Assignment:
Print, exactly as given, each line of the data from the line containing "B.<br>Gaston Middle School</span>" up to and including its last line.

Saved entries:
'''

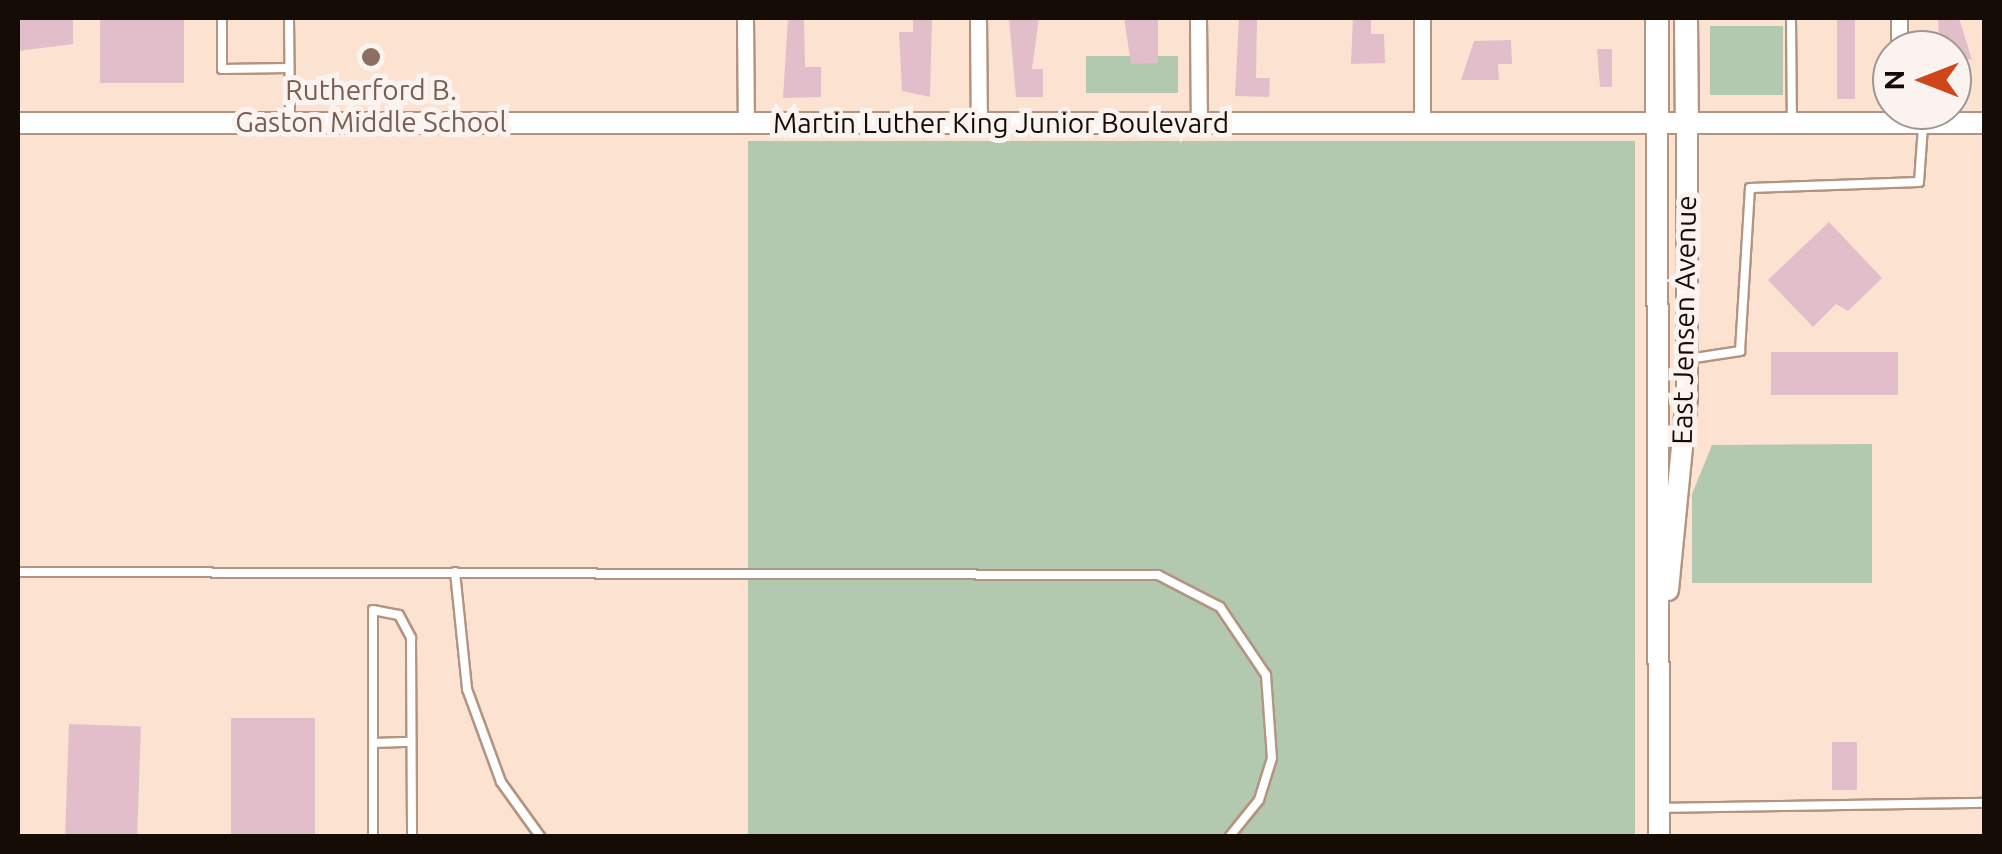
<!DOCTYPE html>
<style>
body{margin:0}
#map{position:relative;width:2002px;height:854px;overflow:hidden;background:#fce2d1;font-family:Ubuntu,sans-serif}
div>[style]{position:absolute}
.green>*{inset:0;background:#b3c9af;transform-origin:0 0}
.building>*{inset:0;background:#e1beca;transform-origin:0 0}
.roads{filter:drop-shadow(2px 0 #b39481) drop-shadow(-2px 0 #b39481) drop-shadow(0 2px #b39481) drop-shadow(0 -2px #b39481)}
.service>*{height:8px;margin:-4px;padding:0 4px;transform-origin:4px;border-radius:4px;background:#fff}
.minor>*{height:15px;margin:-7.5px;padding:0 7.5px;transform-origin:7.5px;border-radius:7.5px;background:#fff}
.tertiary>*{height:20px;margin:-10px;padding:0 10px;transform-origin:10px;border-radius:10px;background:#fff}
.secondary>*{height:22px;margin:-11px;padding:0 11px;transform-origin:11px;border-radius:11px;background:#fff}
.dots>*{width:28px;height:28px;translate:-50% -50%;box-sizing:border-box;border:5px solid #faf3ef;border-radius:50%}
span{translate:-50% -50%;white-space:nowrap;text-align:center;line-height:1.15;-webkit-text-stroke:10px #faf3ef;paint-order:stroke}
.education-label{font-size:28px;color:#785e54}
.street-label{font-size:28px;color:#160c06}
.frame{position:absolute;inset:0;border:20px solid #160c06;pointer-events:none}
.north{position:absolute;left:1872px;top:30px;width:100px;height:100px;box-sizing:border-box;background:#faf3ef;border:2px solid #9f9792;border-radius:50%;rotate:270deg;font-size:28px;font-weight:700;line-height:40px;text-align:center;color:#160c06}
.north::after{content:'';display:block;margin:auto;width:35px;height:45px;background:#cf461b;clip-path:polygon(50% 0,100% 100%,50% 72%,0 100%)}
</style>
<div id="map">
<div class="green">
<i style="left:1710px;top:26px;width:73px;height:69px"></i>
<i style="left:1086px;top:56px;width:92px;height:37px"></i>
<i style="left:1635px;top:141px;width:695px;height:887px;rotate:90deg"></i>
<i style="clip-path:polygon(1872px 444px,1872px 583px,1692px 583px,1692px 494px,1712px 445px)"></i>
</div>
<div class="building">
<i style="clip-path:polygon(18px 18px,73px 18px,73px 44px,18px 51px)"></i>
<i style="left:100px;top:18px;width:84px;height:65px"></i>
<i style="clip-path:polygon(788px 18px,804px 18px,805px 67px,821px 67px,821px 97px,783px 98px)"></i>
<i style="clip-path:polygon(913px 18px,932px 18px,930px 97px,902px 91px,899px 32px,913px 32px)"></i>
<i style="clip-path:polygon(1009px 18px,1039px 18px,1032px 69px,1043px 69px,1043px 97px,1016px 97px)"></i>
<i style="clip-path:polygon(1124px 18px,1158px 18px,1158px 63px,1131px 64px)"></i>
<i style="clip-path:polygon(1239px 18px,1257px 18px,1256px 78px,1270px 78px,1269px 97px,1235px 96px)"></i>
<i style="clip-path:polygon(1353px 18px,1371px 18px,1371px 34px,1384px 34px,1385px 63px,1351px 64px)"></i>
<i style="left:1837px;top:18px;width:18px;height:81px"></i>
<i style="clip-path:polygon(1938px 18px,1959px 18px,1972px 60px,1939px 50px)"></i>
<i style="clip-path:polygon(1511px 40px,1512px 64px,1498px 64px,1499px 80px,1461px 80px,1474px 41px)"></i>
<i style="clip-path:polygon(1597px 49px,1612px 49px,1612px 87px,1600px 87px)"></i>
<i style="clip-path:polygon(1829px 222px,1882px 278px,1848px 311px,1836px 304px,1813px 327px,1768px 280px)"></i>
<i style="left:1898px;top:352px;width:43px;height:127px;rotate:90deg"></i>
<i style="left:231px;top:718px;width:84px;height:118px"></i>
<i style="left:69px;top:724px;width:72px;height:112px;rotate:2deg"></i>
<i style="left:1832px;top:742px;width:25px;height:48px"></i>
</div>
<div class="roads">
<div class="service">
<i style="left:222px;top:18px;width:51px;rotate:90deg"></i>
<i style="left:222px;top:69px;width:67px;rotate:-0.9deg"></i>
<i style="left:289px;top:18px;width:101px;rotate:89.4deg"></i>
<i style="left:1791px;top:18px;width:105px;rotate:89.5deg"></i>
<i style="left:1688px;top:359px;width:53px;rotate:-8.7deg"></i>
<i style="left:1740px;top:351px;width:163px;rotate:-86.5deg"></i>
<i style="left:1750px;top:188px;width:169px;rotate:-2deg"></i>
<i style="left:1919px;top:182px;width:56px;rotate:-85.9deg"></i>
<i style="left:18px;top:572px;width:1140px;rotate:0.15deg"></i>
<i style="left:1158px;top:575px;width:70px;rotate:27.3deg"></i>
<i style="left:1220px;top:607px;width:82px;rotate:55.9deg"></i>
<i style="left:1266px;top:675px;width:83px;rotate:85.9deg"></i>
<i style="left:1272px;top:758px;width:44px;rotate:107.2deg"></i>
<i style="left:1259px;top:800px;width:46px;rotate:128.9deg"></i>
<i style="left:455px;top:572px;width:118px;rotate:84.1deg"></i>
<i style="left:467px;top:689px;width:99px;rotate:69.9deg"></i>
<i style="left:501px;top:782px;width:67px;rotate:54.2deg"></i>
<i style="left:373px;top:743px;width:38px;rotate:-2deg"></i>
<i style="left:1659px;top:808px;width:325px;rotate:-0.9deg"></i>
<i style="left:373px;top:836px;width:226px;rotate:-90deg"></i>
<i style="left:373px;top:610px;width:26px;rotate:11deg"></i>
<i style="left:399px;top:615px;width:26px;rotate:62deg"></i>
<i style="left:411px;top:638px;width:198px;rotate:89.7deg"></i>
</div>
<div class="minor">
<i style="left:745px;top:18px;width:105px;rotate:89.5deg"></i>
<i style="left:978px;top:18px;width:105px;rotate:89.5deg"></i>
<i style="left:1198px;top:18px;width:105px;rotate:89.5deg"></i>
<i style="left:1422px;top:18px;width:105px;rotate:90deg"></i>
<i style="left:1899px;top:18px;width:32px;rotate:90deg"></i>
</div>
<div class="tertiary">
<i style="left:18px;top:123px;width:1966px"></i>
<i style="left:1657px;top:123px;width:713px;rotate:89.84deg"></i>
<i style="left:1668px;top:590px;width:196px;rotate:-84.4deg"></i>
<i style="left:1687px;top:395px;width:272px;rotate:-90deg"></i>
</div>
<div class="secondary">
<i style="left:1657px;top:18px;width:105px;rotate:90deg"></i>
<i style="left:1686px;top:18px;width:105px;rotate:89.5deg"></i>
</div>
</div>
<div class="dots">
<i style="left:371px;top:57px;background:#8d6e63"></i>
</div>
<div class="education-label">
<span style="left:371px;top:106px">Rutherford B.<br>Gaston Middle School</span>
</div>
<div class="street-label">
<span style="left:1001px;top:123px">Martin Luther King Junior Boulevard</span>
<span style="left:1684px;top:320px;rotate:-89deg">East Jensen Avenue</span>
</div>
<div class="frame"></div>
<div class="north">N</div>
</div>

'''

Result below:
<span style="left:371px;top:106px">Rutherford B.<br>Gaston Middle School</span>
</div>
<div class="street-label">
<span style="left:1001px;top:123px">Martin Luther King Junior Boulevard</span>
<span style="left:1684px;top:320px;rotate:-89deg">East Jensen Avenue</span>
</div>
<div class="frame"></div>
<div class="north">N</div>
</div>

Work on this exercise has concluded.